The aims of voice work throughout the year are divided into the following four main areas:

Voices and Choices: This element looks at the nature of accents and dialects with specific work on articulation and an examination and development of the equipment at work. Phonetics are introduced in the context of a practical environment alongside Received Pronunciation as both a "neutral" and character-based accent and as the beginnings of dialect exploration. In term two Received Pronunciation receives greater focus in connection with character and text work. Support is given to dialect work required in the Advanced Research Project.

Physical Voice: Aims to explore the relationship between posture, breath and voice with a practical focus on understanding and releasing the accumulation of habitual tensions in the body, moving into developing spine and rib flexibility and discovery of the physically and emotionally centred impulse for breath and support for sound.

Exploratory Voice: Aims to develop the students' experience of their own voice through exploring the inter-relationship between impulse, voice and emotion beyond the limitations of linguistic expression, and by exploring the resonant potential of the voice and the connections between resonance, emotional expression and vocal characterisation. In term two resonant articulation and resonant placement are key areas of development. Students begin to apply Laban to voice work to further stretch the voice beyond the confines of the habitual, and to explore and develop the musicality of expressive language, through pitch range, resonant balance, pace, volume, rhythm and cadence.
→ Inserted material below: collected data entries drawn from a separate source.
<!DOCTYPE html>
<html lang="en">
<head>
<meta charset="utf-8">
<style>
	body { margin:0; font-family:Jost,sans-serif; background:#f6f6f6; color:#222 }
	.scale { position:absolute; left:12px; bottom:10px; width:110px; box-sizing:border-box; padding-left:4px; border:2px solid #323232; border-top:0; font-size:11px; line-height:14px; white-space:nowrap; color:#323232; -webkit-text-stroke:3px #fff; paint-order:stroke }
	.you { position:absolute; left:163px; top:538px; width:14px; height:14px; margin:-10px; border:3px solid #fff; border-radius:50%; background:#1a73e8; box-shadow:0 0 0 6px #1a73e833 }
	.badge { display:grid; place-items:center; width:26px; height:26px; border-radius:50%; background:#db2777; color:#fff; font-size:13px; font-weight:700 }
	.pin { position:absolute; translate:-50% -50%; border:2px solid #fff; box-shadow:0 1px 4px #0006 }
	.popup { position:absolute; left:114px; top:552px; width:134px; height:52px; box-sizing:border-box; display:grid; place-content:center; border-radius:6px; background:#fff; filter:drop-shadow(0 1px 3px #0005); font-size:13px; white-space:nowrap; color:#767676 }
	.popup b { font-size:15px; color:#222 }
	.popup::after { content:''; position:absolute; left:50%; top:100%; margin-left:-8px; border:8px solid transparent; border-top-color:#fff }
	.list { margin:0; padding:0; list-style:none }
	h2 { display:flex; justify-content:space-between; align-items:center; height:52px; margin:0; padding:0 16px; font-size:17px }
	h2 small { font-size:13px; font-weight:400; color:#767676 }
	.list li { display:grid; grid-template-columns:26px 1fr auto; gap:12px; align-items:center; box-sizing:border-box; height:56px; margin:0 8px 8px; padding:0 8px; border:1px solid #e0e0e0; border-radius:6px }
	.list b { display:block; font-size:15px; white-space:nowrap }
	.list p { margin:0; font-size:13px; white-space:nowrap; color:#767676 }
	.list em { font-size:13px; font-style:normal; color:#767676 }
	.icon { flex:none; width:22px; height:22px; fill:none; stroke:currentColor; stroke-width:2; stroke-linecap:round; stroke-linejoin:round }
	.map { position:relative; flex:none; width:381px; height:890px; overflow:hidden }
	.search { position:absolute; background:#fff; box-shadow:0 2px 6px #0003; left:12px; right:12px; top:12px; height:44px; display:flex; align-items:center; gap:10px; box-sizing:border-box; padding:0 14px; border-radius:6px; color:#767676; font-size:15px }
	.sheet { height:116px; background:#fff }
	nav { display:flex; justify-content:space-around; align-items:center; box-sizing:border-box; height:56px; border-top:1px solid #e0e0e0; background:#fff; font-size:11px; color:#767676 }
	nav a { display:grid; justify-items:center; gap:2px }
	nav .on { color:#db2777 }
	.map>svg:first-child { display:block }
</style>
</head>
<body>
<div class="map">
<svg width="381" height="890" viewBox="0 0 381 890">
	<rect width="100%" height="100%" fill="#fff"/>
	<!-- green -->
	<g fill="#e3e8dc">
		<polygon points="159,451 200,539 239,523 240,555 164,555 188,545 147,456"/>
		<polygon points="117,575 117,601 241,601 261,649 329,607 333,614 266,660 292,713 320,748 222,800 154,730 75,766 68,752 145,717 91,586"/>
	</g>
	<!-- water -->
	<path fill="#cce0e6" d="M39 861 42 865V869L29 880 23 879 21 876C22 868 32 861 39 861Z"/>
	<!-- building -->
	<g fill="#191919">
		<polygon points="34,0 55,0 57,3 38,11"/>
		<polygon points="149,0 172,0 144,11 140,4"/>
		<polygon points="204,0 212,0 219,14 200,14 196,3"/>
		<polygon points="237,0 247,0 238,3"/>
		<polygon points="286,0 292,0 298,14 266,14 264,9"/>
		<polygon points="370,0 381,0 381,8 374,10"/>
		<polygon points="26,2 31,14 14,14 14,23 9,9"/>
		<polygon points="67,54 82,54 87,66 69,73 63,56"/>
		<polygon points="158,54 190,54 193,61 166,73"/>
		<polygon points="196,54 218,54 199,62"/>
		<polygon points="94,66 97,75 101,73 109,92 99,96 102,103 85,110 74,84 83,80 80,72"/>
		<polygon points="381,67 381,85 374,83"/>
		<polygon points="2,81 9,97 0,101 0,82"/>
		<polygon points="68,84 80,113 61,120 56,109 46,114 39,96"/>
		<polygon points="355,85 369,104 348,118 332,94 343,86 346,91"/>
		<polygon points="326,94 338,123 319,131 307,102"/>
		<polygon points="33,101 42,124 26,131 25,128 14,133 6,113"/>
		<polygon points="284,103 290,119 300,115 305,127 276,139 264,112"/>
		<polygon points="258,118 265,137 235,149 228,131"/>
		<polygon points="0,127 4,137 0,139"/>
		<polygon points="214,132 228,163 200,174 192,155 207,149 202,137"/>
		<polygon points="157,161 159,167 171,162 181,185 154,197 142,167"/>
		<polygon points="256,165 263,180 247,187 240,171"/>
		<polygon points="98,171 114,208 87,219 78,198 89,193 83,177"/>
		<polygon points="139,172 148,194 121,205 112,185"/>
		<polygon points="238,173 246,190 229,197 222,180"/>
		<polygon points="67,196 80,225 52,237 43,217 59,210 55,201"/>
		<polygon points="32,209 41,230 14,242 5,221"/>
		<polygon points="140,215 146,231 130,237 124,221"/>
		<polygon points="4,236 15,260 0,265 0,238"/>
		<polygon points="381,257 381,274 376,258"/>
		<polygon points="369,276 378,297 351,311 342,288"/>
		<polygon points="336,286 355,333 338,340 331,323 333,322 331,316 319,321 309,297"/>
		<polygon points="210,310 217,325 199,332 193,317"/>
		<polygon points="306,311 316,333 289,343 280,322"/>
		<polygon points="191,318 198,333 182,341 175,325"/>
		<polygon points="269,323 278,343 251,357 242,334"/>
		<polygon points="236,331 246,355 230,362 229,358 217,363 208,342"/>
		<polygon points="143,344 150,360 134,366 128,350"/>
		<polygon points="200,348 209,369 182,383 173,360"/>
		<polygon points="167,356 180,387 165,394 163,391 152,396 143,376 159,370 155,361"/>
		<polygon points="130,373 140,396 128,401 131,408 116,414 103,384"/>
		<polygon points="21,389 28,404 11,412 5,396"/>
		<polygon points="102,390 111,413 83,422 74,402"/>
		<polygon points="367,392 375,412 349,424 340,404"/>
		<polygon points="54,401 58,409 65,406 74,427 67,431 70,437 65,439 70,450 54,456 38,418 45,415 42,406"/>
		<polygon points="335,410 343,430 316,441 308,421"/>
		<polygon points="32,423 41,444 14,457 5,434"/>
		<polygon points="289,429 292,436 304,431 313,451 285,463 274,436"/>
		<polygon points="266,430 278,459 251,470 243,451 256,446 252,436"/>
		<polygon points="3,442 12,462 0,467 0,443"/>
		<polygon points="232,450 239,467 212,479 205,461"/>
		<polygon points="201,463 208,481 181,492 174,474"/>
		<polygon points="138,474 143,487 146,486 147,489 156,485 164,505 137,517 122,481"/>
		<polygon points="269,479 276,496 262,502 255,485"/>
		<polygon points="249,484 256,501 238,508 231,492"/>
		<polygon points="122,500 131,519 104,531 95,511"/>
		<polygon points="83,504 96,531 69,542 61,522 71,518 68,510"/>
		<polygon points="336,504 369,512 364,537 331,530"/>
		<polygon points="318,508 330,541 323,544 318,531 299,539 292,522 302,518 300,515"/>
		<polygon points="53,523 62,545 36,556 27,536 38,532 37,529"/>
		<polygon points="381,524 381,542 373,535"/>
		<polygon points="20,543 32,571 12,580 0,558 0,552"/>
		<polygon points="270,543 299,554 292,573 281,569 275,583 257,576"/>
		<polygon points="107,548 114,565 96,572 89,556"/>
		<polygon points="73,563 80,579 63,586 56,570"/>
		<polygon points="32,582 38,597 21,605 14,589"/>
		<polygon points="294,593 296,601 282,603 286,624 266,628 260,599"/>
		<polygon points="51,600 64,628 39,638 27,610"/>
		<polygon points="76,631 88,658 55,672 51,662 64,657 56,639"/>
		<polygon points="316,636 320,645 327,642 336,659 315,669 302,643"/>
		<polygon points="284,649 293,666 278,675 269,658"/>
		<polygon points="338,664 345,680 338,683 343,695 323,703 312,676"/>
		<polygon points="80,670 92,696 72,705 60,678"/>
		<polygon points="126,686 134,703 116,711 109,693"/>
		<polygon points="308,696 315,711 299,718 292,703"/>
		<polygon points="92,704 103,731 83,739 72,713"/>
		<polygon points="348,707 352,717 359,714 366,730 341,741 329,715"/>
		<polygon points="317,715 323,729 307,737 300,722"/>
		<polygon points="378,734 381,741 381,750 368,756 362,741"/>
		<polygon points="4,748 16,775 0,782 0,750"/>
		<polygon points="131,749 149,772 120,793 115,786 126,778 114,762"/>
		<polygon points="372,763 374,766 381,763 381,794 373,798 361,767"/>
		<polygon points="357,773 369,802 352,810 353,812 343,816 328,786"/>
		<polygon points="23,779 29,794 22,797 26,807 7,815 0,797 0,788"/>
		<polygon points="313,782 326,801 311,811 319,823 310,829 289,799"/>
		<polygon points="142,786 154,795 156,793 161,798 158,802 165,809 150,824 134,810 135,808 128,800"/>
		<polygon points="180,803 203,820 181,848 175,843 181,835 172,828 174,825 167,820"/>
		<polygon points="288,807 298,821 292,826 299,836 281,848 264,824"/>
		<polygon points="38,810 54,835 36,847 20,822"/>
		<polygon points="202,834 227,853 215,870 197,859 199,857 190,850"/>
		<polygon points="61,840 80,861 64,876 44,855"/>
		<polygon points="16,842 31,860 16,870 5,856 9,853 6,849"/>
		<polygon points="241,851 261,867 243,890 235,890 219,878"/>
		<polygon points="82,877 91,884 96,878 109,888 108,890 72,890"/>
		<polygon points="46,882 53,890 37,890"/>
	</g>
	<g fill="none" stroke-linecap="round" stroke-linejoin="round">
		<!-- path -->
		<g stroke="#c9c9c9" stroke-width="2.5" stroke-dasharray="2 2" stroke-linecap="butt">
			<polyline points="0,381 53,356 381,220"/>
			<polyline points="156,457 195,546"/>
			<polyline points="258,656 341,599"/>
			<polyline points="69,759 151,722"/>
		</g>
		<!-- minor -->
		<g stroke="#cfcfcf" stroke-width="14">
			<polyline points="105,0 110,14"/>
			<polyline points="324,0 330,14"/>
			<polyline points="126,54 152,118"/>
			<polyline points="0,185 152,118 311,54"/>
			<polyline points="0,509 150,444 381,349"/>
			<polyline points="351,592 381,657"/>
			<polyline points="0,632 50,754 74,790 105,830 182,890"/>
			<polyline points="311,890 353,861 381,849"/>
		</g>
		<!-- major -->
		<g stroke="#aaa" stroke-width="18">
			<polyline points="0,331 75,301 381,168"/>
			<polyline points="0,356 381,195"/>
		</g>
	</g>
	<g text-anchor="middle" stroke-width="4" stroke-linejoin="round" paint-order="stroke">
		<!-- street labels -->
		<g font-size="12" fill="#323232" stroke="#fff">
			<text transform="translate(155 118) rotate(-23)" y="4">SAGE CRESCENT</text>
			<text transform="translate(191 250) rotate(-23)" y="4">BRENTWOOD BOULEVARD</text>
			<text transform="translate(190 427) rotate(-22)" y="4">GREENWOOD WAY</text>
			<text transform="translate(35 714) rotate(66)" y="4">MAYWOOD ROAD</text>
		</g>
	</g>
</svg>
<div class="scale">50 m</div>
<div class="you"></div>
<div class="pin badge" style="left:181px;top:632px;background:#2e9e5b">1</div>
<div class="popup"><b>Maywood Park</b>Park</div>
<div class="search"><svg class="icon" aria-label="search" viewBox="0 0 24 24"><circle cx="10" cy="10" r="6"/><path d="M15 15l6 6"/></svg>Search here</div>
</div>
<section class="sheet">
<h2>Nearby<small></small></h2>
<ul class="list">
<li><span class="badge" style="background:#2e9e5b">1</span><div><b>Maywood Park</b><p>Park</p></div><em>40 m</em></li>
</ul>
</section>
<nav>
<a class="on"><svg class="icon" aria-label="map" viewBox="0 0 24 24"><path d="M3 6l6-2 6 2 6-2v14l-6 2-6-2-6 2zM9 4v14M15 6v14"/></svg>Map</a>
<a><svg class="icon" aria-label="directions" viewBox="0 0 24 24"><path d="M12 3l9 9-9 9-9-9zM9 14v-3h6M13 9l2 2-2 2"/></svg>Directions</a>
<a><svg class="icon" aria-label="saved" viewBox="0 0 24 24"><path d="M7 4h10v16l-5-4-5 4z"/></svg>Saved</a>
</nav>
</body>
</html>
Text Work: Shakespearean speeches and sonnets are studied, exploring the writers' use of expressive language, sounds and rhythms in text and developing the student's ability to connect to that language and make it their own. Practical voice work is applied to these texts, developing the students' ability to express passion through the use of released and energised body and voice. Students explore the connections between breath and thought, rhythm and emotion, word energy and articulation and relate these elements to character. In the second term students continue to explore and develop the energy of the breath, articulation and thoughts, the flexibility of resonance and range, and the sheer intellectual and emotional power of linguistic expression through work on the texts of George Bernard Shaw and Oscar Wilde.